The RICS report was released at the end of January, and was widely welcomed by the industry. Now industry professionals are making their adaptions.

What could the budget bring?

Of course, one can’t forget the budget either. It’s likely to suggest further legislative changes for the market.

The Chancellor is under increasing pressure to slim-line Help-to-Buy, which some critics believe is exacerbating the rise in property prices. There are also calls to reform the current stamp duty thresholds. House prices have doubled since the initial thresholds were introduced, and far more buyers are being penalised by the property tax.

And then there’s Governor Carney. He’s hinted at the “extensive toolkit” available to the Bank of England, should it become necessary for them to dampen lending. It could include strategies like increasing capital requirements for mortgage lending, or further increasing banks’ liquidity requirements.

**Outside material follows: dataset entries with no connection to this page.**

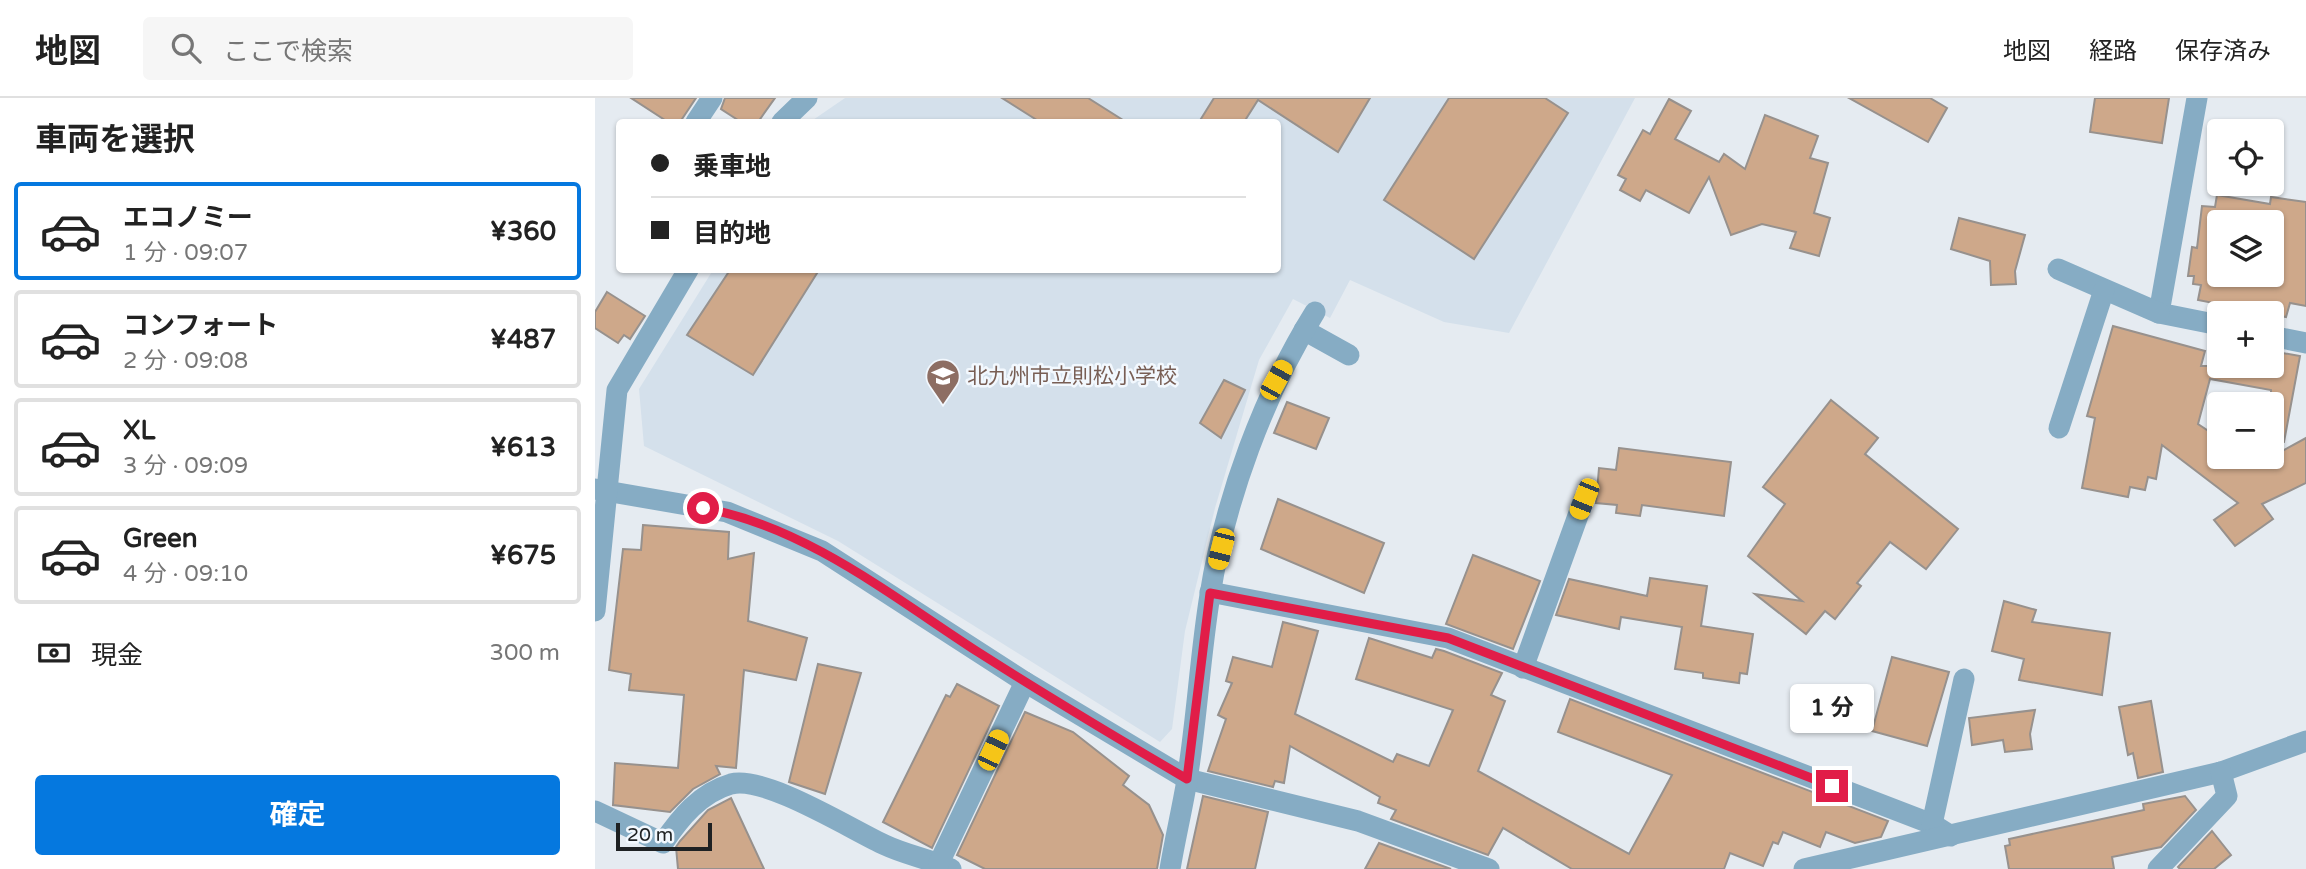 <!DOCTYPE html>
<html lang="ja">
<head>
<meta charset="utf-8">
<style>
	body { margin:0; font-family:"Varela Round","Noto Sans JP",sans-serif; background:#f6f6f6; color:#222; height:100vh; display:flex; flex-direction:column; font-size:26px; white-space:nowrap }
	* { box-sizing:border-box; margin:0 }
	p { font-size:23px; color:#767676 }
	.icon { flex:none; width:38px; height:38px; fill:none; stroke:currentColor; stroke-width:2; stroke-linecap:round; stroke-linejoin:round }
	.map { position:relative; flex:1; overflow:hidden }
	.panel { display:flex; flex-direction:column; background:#fff; width:595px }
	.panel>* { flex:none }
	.guide { position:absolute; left:21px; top:21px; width:665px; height:154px; border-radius:7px; box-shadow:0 2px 5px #0004; display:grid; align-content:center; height:154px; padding:0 35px; background:#fff }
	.buttons { position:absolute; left:1612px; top:21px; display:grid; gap:14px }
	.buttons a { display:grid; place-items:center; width:77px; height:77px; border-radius:7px; background:#fff; box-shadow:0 2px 5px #0004; font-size:35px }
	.scale { position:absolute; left:21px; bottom:18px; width:96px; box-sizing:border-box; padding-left:7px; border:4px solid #1e2123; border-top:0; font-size:19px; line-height:24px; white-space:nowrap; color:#1e2123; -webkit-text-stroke:5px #f2f8fe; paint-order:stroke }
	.end { position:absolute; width:32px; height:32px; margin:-16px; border:9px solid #e11d48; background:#fff; box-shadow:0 0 0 4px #fff }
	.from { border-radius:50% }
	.bubble { position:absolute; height:49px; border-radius:7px; background:#fff; box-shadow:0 2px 5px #0004; font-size:23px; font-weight:700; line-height:49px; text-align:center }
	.car { position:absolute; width:21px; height:42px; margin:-21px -10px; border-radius:9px; box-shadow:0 0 5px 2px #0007; background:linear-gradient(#f5c518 24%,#345 0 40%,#f5c518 0 76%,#345 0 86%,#f5c518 0) }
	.guide b { display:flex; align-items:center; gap:24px; height:66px; font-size:26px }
	.guide b+b { border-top:2px solid #e0e0e0 }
	.guide i { width:18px; height:18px; background:#222 }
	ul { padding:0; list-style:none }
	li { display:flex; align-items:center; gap:21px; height:98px; margin:0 14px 10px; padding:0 21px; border:4px solid #e0e0e0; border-radius:7px }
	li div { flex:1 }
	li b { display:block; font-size:26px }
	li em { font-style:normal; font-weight:700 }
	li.selected { border-color:#0578df }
	li>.icon { width:63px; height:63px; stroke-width:1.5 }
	h2 { padding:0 35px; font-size:32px; line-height:84px }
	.pay { display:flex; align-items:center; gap:18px; height:77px; padding:0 35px; font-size:26px }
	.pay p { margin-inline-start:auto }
	.action { display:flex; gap:14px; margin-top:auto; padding:14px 35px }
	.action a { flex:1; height:80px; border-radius:7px; background:#0578df; color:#fff; font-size:28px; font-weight:700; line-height:80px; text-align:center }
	header { display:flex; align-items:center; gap:42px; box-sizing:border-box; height:98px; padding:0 35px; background:#fff; border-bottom:2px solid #e0e0e0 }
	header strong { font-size:33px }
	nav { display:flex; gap:38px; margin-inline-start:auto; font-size:24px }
	.search { width:490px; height:63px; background:#f6f6f6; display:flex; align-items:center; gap:18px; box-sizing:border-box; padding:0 24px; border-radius:7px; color:#767676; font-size:26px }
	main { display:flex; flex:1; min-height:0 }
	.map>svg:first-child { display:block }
	.built { fill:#d4e0eb }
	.building { fill:#cea88a; stroke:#97918d; stroke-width:2; fill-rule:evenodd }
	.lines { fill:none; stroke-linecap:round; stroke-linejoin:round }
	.minor { stroke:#86acc4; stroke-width:21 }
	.route { stroke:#e11d48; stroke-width:9 }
	.labels { text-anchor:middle; stroke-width:5; stroke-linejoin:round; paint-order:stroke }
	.education-label { font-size:21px; fill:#785e54; stroke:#f2f8fe; text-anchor:start }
</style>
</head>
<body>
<header>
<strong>地図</strong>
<div class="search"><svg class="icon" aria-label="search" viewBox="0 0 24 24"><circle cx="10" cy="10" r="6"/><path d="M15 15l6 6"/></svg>ここで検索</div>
<nav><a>地図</a><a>経路</a><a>保存済み</a></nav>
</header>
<main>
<section class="panel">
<h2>車両を選択</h2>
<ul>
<li class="selected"><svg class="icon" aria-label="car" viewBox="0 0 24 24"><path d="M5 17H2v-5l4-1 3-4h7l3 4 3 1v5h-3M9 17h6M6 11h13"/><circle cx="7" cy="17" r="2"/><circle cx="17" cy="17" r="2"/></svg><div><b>エコノミー</b><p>1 分 · 09:07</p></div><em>¥360</em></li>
<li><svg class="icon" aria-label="car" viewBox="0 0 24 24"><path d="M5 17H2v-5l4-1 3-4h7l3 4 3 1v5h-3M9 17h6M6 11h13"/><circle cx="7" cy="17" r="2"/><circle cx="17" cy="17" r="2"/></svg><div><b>コンフォート</b><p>2 分 · 09:08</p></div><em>¥487</em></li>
<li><svg class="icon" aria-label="car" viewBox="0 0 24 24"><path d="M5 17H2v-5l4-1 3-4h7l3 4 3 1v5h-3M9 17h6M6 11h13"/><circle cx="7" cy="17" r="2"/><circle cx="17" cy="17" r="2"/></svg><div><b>XL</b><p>3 分 · 09:09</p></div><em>¥613</em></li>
<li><svg class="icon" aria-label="car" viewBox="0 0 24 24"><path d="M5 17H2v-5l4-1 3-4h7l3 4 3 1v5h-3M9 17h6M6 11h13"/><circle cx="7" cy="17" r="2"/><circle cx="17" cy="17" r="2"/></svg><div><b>Green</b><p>4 分 · 09:10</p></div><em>¥675</em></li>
</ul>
<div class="pay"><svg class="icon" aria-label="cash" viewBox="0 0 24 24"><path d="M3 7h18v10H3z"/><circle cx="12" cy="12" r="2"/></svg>現金<p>300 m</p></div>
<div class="action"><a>確定</a></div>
</section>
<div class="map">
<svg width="1711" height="771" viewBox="0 0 1711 771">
	<rect width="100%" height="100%" fill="#e5ebf1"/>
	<path class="built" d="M250 0H1040L914 235 849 224 755 182 735 220 698 201 664 262 620 410 590 533 577 631 565 644 243 443 49 348 44 291 118 172H682V24H215Z"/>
	<g class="building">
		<path d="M36 0H101L85 24H73Z"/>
		<path d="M130 0H180L163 24H146L126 11Z"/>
		<path d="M407 0H493L531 24H445Z"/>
		<path d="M619 0H775L743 54 663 2 649 24H604Z"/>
		<path d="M854 0H950L973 15 879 161 789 102Z"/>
		<path d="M1254 0H1335L1352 10 1333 44Z"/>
		<path d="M1500 0H1574L1567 45 1495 34Z"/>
		<path d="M1074 1 1096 13 1080 41 1124 64 1129 56 1150 71 1170 17 1223 38 1215 60 1233 65 1219 115 1235 120 1224 158 1195 150 1201 134 1167 126 1136 137 1114 79 1094 115 1051 92 1045 103 1025 92 1031 81 1023 77 1048 32 1055 36Z"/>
		<path d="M1622 97 1675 106 1676 99 1711 104V208L1695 205 1691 219 1603 202 1606 187 1598 186 1599 178H1593L1597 149 1602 150 1607 108 1620 109ZM1624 124H1676V177H1624Z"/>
		<path d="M1364 120 1430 137 1420 173 1421 186 1396 187 1395 163 1356 151Z"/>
		<path d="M135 172H224L158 277 92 237Z"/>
		<path d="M12 194 50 218 35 241 29 237 23 245 0 230V214Z"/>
		<path d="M1518 228 1610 253 1606 268H1676V253L1705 258 1689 344 1676 343V292L1615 281 1603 326 1624 340V359H1676L1711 340V385L1667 406 1678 421 1640 448 1619 422 1643 405 1567 347 1561 381 1553 379 1550 392 1535 389 1533 399 1487 390 1500 320 1492 318Z"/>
		<path d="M629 282 650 292 626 340 605 325Z"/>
		<path d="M1236 302 1283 340 1270 356 1363 431 1331 471 1295 444 1262 485 1266 488 1240 521 1230 513 1211 536 1160 496 1207 503 1153 458 1190 406 1168 389Z"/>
		<path d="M692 304 734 320 721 351 679 335Z"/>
		<path d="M1024 350 1136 364 1129 418 1047 407 1045 418 1021 415 1022 407 1001 405 1004 370 1021 372Z"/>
		<path d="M683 401 789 445 769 495 666 451Z"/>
		<path d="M48 427 134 434 133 461 159 455 153 523 212 540 201 582 149 572 141 670 121 668 125 676 98 691 75 714 18 707 20 665 83 670 89 597 34 592 36 576 14 572 28 451 46 452Z"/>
		<path d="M878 457 945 483 918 551 851 526Z"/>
		<path d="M1055 480 1112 488 1106 528 1158 536 1152 576 1145 575 1144 585 1108 580V575L1080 571 1087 529 1026 519 1024 531 961 517 974 481 1052 498Z"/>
		<path d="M1409 503 1441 512 1437 524 1515 535 1507 597 1424 582 1429 561 1397 553Z"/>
		<path d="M688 524 723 533 700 616 798 664 802 656 834 668 858 612 761 581 774 540 837 560 841 551 849 553 907 575 896 597 910 603 883 673 1034 756 1077 677 963 634 975 601 1293 723 1286 739 1260 745 1231 734 1225 749 1188 734 1183 746 1178 744 1168 768 1135 755 1129 771H977L908 730 893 757 796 721 801 712 783 705 785 699 695 648 689 685 680 683 678 689 613 673 631 621 623 617 637 585 631 583 638 559 677 569Z"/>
		<path d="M1297 559 1354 574 1332 648 1277 633Z"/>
		<path d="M223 566 266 575 230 696 194 684Z"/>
		<path d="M362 586 404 608 337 750 288 724 351 597 355 599Z"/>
		<path d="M1556 603 1568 674 1543 680 1538 655 1533 657 1524 609Z"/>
		<path d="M1440 612 1435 636 1437 651 1410 654 1408 642 1377 647 1374 620Z"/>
		<path d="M430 614 478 634 534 678 528 687 554 707 568 737 562 771H390L362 757Z"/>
		<path d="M608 698 673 714 660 771H592Z"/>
		<path d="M1590 698 1601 712 1566 749 1517 759 1519 771H1414L1410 748 1415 747 1414 741 1549 712 1548 706Z"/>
		<path d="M136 700 169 771H83L81 749 85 743 113 712Z"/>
		<path d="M1617 733 1636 757 1619 771H1585L1583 769Z"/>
		<path d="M784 745 856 771H770Z"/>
	</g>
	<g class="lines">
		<g class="minor">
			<path d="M1602 0 1564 215 1624 227"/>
			<path d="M101 24 117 0"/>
			<path d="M187 24 212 0"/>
			<path d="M1463 171 1564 215"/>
			<path d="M709 232 754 257"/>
			<path d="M1676 238 1711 245"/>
			<path d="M1464 330 1509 192"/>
			<path d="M0 391 132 414 227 453 430 584 592 681 763 723 894 771"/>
			<path d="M615 494 853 540 1337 726 1356 738"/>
			<path d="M0 513 22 292 93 172"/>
			<path d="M928 570 989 401"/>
			<path d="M0 713 68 745C85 720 105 695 136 686 170 677 257 732 290 747 311 757 335 761 356 771"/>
			<path d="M1337 726 1369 581"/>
			<path d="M344 765 430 584"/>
			<path d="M575 771C580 741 587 712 592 682 602 621 605 558 615 497 630 401 669 296 720 214"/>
			<path d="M1209 771 1626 674 1711 643"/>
			<path d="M1563 771 1632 698 1626 674"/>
		</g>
	</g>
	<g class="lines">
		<path class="route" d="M108 410C210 428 298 499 383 554 452 598 522 640 592 681L615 495 853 540 1237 688"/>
	</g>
	<defs>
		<g id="school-pin" transform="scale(1.75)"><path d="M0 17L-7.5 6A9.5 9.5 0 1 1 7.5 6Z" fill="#8d6e63" stroke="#f2f8fe"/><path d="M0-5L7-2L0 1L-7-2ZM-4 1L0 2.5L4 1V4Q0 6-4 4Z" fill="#fff"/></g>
	</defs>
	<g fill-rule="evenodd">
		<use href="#school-pin" x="348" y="278"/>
	</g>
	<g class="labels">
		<g class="education-label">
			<text x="372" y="285">北九州市立則松小学校</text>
		</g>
	</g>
</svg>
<div class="buttons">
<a><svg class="icon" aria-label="locate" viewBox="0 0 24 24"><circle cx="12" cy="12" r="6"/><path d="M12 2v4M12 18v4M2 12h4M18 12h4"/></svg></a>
<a><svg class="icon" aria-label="layers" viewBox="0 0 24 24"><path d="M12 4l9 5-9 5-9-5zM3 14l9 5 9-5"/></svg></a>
<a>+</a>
<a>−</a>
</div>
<div class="scale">20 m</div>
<i class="end from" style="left:108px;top:410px"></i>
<i class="end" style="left:1237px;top:688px"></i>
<div class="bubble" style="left:1195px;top:586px;width:84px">1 分</div>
<i class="car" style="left:681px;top:282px;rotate:29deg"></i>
<i class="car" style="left:989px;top:401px;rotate:202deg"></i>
<i class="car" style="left:626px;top:451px;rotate:194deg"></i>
<i class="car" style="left:398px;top:652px;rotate:25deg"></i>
<div class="guide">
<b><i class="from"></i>乗車地</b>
<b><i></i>目的地</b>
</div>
</div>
</main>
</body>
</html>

Whether or not this toolkit will be used is hard to tell at this stage. But one thing’s for sure – regulation is becoming tighter.

Effect of the changes

The extra red-tape has been signalled for a long time. Long enough for most lenders and brokers to make the changes they need to adapt to the new process.

The second Mortgage Market Review ‘readiness survey’ by the FCA showed 85% of firms already have either complete plans – or partially complete plans – in place to ensure a seamless adoption of the proposals. All the firms said they would be ready in time to implement the changes.

In fact, the growth in lending volumes in the year-to-date may represent a desire by lenders try to make early progress against targets.

As a result, our latest Mortgage Monitor found that home loans increased between December and January for the first time since 2002. It was the strongest January for house purchase lending since 2007. The reason: lenders are building a pipe-line in advance of MMR, to ensure they can still meet lending targets.

It’s not that lenders are worried they’re not ready. It’s that they can’t control every step of the lending process, which they fear will get clogged up further down the chain.

There could be a momentary slow in lending after MMR is implicated. And volume may pump up again in the months that follow. Each lender has their own strategy to cope with the changes.

How will it end?

The new regulation will play a vital role in protecting the future market from further crises. It may take a short time to for lenders and brokers to adapt to the changes, but shouldn’t impact significantly on total lending over the course of the year.

What the market needs now is policy to encourage more house building. The shortage of new homes is the biggest obstacle in the recovery of the market, because it is creating intense competition between potential buyers, which is pushing up house prices. The regulatory changes will ripple through the market and change things for the better. But they won’t solve the heart of the problem.

We need a policy operation to encourage house-building, and the surgeon has to be the government.